Apple users have become prime targets of several phishing campaigns in 2016. Security researchers have discovered that since the start of the year, assorted phishing attacks have emerged targeting iCloud users in the UK and China.
US cybersecurity firm FireEye analysed two separate phishing attacks, one of which targeted Apple users in China and was first identified in March. The other was found to target UK Apple users and was first uncovered in January. FireEye reported that the phishing campaigns use fake Apple domains designed to lure victims into providing their Apple IDs and passwords, which can then be used by hackers to gain control of victims' devices and "make purchases via the Apple Store".
FireEye said in its report: "Since January 2016 we have observed several phishing campaigns targeting the Apple IDs and passwords of Apple users." The firm added that the specific phishing attacks were "unique" in that unlike other such cyberattacks, "they are serving the same malicious phishing content from different domains to target Apple users".

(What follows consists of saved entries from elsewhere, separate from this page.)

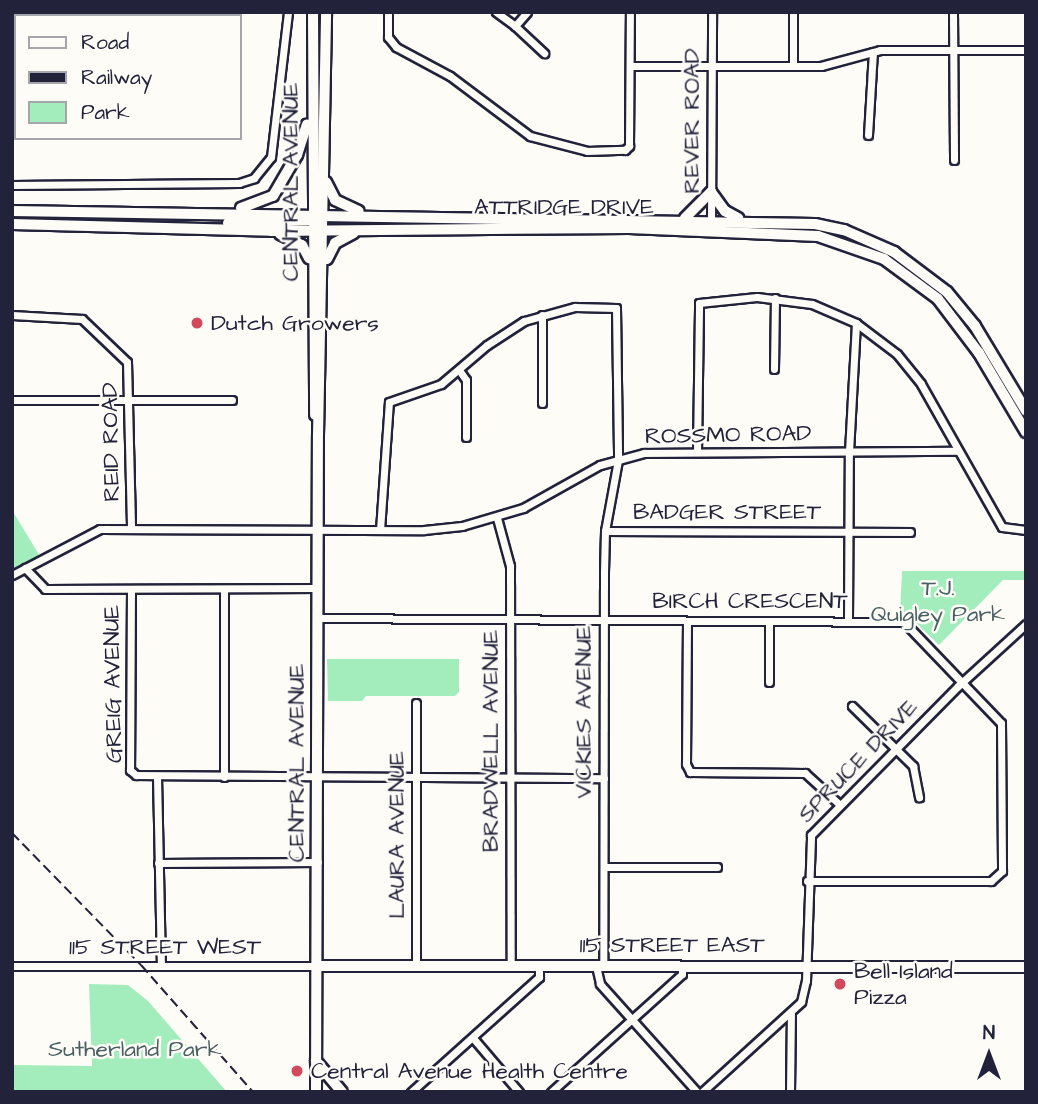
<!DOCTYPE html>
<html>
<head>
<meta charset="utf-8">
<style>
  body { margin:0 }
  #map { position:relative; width:1038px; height:1104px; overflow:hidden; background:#fdfcf7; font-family:"Architects Daughter",sans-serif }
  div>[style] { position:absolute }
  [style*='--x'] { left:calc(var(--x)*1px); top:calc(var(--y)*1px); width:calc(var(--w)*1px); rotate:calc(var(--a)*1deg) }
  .green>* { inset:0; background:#a3edbc }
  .roads { filter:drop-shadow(2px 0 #22223b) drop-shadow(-2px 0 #22223b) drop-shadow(0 2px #22223b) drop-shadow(0 -2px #22223b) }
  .street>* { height:7px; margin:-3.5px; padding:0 3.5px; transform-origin:3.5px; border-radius:3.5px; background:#fdfcf7 }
  .secondary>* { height:10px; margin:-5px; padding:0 5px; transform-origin:5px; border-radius:5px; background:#fdfcf7 }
  .rail>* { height:2px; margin-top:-1px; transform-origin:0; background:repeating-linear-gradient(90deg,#22223b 0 10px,transparent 0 15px) }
  .dots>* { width:19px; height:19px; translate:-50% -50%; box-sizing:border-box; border:4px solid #fdfcf7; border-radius:50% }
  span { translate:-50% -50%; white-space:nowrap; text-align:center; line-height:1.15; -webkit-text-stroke:5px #fdfcf7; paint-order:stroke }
  .street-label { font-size:23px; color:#22223b }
  .poi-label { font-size:23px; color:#22223b }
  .left { translate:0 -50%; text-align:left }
  .park-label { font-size:23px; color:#495f62 }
  .frame { position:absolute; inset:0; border:14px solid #22223b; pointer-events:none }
  .legend { position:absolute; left:14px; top:14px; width:228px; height:126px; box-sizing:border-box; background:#fdfcf7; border:2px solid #a5a5ac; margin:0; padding:9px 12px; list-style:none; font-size:21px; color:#22223b }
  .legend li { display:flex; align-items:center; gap:14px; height:35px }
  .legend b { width:35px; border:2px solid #a5a5ac }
  .north { position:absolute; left:954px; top:1020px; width:70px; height:70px; -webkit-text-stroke:5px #fdfcf7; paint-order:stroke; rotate:0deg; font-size:19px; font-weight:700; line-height:28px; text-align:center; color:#22223b }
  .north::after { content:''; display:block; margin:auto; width:24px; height:32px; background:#22223b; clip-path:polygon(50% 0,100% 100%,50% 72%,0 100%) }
</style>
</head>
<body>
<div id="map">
  <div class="green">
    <div style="clip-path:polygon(12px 510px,41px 558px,12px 575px)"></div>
    <div style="clip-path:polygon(902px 571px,1026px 571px,1026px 580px,1003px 580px,939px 645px,912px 619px,900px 613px)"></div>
    <div style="clip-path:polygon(327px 659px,459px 659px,459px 692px,455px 696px,366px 696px,362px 701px,328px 701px)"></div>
    <div style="clip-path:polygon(89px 984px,128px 985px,148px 1001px,227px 1092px,12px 1092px,12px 1065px,92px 1066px)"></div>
  </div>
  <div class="roads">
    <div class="street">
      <div style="--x:388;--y:12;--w:25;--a:90"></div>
      <div style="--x:388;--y:37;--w:13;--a:51"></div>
      <div style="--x:396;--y:47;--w:61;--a:28.2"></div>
      <div style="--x:450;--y:76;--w:100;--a:36.9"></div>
      <div style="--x:530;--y:136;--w:59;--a:14.7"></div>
      <div style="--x:587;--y:151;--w:38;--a:-2"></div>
      <div style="--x:625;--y:150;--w:6;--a:-45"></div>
      <div style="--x:629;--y:146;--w:134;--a:-89.6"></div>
      <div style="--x:496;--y:12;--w:24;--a:36"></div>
      <div style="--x:515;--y:26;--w:18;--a:-49"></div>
      <div style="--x:793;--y:12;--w:54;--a:90"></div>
      <div style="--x:953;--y:12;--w:148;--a:89.6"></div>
      <div style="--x:515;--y:26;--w:40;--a:43"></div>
      <div style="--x:630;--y:66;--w:191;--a:0"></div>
      <div style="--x:821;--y:66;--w:61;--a:-15.2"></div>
      <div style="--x:880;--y:50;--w:146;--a:0"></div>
      <div style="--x:868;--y:135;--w:83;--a:-86.6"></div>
      <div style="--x:12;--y:185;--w:227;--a:-0.5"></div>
      <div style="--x:239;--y:183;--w:16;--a:-18"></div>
      <div style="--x:254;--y:178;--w:27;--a:-51"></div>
      <div style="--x:271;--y:157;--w:146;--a:-83.3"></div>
      <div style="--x:711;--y:225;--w:213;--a:-89.7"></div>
      <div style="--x:12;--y:315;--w:70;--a:3.3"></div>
      <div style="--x:82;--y:319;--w:62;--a:43.7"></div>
      <div style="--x:127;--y:362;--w:167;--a:88.6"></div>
      <div style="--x:542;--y:315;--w:88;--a:90"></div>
      <div style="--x:774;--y:369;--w:71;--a:-89.2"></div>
      <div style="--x:459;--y:370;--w:12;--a:55"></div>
      <div style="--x:466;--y:380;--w:57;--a:90"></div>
      <div style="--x:12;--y:400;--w:220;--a:0"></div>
      <div style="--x:697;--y:452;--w:149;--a:-89.2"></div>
      <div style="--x:699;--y:303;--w:58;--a:-5.9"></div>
      <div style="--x:757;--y:297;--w:55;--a:7.3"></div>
      <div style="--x:812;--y:304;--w:48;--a:23.4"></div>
      <div style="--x:856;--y:323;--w:51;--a:37.1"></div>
      <div style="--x:897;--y:354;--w:38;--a:51"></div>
      <div style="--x:921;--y:384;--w:164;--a:60.5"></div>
      <div style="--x:1002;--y:527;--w:24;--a:7"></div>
      <div style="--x:497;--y:518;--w:50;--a:74.8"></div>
      <div style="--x:510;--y:566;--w:400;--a:89.9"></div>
      <div style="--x:380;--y:530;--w:128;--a:-86"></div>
      <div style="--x:389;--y:402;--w:55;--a:-19.1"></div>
      <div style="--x:441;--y:384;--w:60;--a:-40.3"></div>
      <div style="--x:487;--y:345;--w:44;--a:-33"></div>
      <div style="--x:524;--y:321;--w:53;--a:-15.4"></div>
      <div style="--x:575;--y:307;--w:41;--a:1.4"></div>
      <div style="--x:616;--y:308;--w:152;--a:89.2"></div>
      <div style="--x:618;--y:460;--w:72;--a:100.4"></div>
      <div style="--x:605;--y:531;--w:42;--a:91.4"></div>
      <div style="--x:604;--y:573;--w:393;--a:90.1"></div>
      <div style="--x:605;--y:531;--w:305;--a:0.2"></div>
      <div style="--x:25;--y:568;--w:29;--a:46"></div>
      <div style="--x:45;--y:589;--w:273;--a:-0.2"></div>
      <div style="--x:12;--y:575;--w:99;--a:-27.6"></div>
      <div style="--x:100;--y:529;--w:324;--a:0.2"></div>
      <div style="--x:424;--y:530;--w:38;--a:-6"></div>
      <div style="--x:462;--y:526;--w:64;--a:-16.4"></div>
      <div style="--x:523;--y:508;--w:88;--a:-29.2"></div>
      <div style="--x:600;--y:465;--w:46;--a:-15.3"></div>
      <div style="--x:644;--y:453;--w:313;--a:-0.4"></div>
      <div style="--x:131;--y:589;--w:181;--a:90.3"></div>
      <div style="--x:130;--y:770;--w:8;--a:40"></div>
      <div style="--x:136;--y:775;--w:468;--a:0.4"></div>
      <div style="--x:318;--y:618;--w:586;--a:0.39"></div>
      <div style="--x:904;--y:622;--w:140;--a:46.2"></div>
      <div style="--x:1001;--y:723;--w:148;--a:89.6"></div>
      <div style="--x:1002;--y:871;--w:15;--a:138"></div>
      <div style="--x:991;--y:881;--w:184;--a:180"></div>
      <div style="--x:848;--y:620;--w:168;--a:-89.7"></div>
      <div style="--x:849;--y:452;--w:129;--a:-86.9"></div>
      <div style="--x:687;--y:621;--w:143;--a:90.4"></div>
      <div style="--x:686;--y:764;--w:9;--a:63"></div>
      <div style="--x:690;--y:772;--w:115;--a:0.5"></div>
      <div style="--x:805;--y:773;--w:46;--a:42.4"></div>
      <div style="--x:769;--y:621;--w:61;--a:90"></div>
      <div style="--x:416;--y:703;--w:263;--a:90"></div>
      <div style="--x:852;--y:706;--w:86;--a:44.5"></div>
      <div style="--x:913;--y:766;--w:32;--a:79"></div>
      <div style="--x:157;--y:776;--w:189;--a:88.8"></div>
      <div style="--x:224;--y:777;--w:188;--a:-90"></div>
      <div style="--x:158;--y:863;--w:160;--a:-0.4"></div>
      <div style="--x:604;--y:867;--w:113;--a:0"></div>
      <div style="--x:12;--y:966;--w:306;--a:0"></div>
      <div style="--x:596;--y:966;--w:18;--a:77"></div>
      <div style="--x:600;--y:984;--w:145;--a:48.1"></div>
      <div style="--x:473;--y:1038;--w:71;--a:49.6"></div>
      <div style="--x:411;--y:1092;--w:172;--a:-41.9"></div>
      <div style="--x:539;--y:977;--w:11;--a:-90"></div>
      <div style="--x:551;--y:1092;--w:176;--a:-42"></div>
      <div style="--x:682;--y:974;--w:8;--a:-90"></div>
      <div style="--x:702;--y:1092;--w:134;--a:-42.3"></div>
      <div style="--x:801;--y:1002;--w:22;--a:-77"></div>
      <div style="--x:806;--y:981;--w:146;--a:-88"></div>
      <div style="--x:811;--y:835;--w:209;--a:-45.4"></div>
      <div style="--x:958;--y:686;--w:92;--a:-42.4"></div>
      <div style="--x:790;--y:1092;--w:78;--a:-89.3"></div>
    </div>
    <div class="secondary">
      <div style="--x:313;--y:12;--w:403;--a:89.7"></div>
      <div style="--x:326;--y:182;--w:20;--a:63"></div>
      <div style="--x:335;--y:200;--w:26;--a:25"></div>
      <div style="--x:241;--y:208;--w:34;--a:-21"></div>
      <div style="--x:273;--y:196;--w:48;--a:-59.7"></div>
      <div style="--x:297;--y:155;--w:32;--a:-72"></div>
      <div style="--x:12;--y:211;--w:803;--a:0.93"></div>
      <div style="--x:815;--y:224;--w:30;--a:12"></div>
      <div style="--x:844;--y:230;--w:55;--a:23.7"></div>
      <div style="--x:894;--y:252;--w:66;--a:37"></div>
      <div style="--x:947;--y:292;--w:44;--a:50.5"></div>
      <div style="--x:975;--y:326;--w:99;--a:59"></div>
      <div style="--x:685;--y:218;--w:37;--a:-45"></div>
      <div style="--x:711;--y:192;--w:24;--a:54"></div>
      <div style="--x:725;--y:211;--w:15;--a:28"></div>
      <div style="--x:228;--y:223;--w:88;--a:-2"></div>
      <div style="--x:12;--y:224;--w:259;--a:1.5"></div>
      <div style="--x:271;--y:231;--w:358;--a:-0.5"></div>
      <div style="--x:629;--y:228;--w:189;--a:2.4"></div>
      <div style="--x:818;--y:236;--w:70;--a:19.2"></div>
      <div style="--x:884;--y:259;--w:67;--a:36.5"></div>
      <div style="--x:938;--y:299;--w:68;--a:52.8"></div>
      <div style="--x:979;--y:353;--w:92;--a:59.3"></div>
      <div style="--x:280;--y:234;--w:25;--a:27"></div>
      <div style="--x:302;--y:245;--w:15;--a:62"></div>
      <div style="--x:327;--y:259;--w:18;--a:-63"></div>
      <div style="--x:335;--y:243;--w:21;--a:-28"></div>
      <div style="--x:318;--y:966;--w:708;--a:0.08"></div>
      <div style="--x:316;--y:1061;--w:40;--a:50"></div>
      <div style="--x:316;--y:1092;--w:657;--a:-89.83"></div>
      <div style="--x:318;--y:435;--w:423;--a:-88.9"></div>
    </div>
  </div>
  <div class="rail">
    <div style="--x:12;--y:833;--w:185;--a:45.7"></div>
    <div style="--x:141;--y:965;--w:169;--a:48.6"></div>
  </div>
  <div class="dots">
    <div style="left:197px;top:323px;background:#d1495b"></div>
    <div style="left:840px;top:984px;background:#d1495b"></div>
    <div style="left:297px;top:1071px;background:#d1495b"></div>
  </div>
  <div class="street-label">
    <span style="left:692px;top:121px;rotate:-90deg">REVER ROAD</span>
    <span style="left:291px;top:182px;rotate:-90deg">CENTRAL AVENUE</span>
    <span style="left:564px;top:207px">ATTRIDGE DRIVE</span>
    <span style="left:728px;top:435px;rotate:-1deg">ROSSMO ROAD</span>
    <span style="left:111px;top:442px;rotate:-91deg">REID ROAD</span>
    <span style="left:727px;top:512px">BADGER STREET</span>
    <span style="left:750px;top:601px">BIRCH CRESCENT</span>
    <span style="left:113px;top:684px;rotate:-91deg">GREIG AVENUE</span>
    <span style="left:584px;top:712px;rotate:-90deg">VICKIES AVENUE</span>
    <span style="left:491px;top:741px;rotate:-90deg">BRADWELL AVENUE</span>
    <span style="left:858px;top:761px;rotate:-46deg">SPRUCE DRIVE</span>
    <span style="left:297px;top:763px;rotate:-90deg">CENTRAL AVENUE</span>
    <span style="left:397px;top:835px;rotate:-90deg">LAURA AVENUE</span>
    <span style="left:672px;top:945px">115 STREET EAST</span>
    <span style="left:165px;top:947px">115 STREET WEST</span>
  </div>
  <div class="poi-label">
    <span class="left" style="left:211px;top:323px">Dutch Growers</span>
    <span class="left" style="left:854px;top:984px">Bell Island<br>Pizza</span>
    <span class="left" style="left:311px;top:1071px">Central Avenue Health Centre</span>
  </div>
  <div class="park-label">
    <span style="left:938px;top:601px">T.J.<br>Quigley Park</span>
    <span style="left:135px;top:1049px">Sutherland Park</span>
  </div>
  <div class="frame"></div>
  <ul class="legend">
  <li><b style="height:9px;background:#fdfcf7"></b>Road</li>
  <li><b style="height:9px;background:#22223b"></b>Railway</li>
  <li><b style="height:19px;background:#a3edbc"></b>Park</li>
  </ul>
  <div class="north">N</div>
</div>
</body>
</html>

One of the phishing kits targeting Chinese Apple users, dubbed Zycode, was found to have been mirroring over 30 Apple domains. The kit would be presented to users as an Apple ID login page, specifically designed to dupe users into providing the details of their Apple IDs. "Since January 2016 to the time of writing, the [malicious domain detection] system marked around 240 unique domains that have something to do with Apple ID, iCloud, or iTunes. From these 240 domains, we identified 154 unique email registrants with 64 unique emails pointing to qq.com, 36 unique Gmail email accounts, and 18 unique email addresses each belonging to 163.com and 126.com, and a couple more registered with 139.com," said FireEye.
FireEye added: "The majority of these domains were registered by individuals having email addresses pointing to Chinese services – registrant email, contact and address information points to China. Additionally, the domains were serving phony Apple webpages in Chinese, indicating that they were targeting Chinese users."
"While filling out this form, we observed that the country part of the address drop-down menu only allowed address options from England, Scotland, and Wales, suggesting that this attack is targeting these regions only," FireEye noted.
Given the recent rise in such scams, Apple issued a warning earlier in the year to its users informing them of such phishing attacks and advising them to remain cautious of websites requesting Apple ID details and to refrain from providing "Apple account information on any non-Apple website".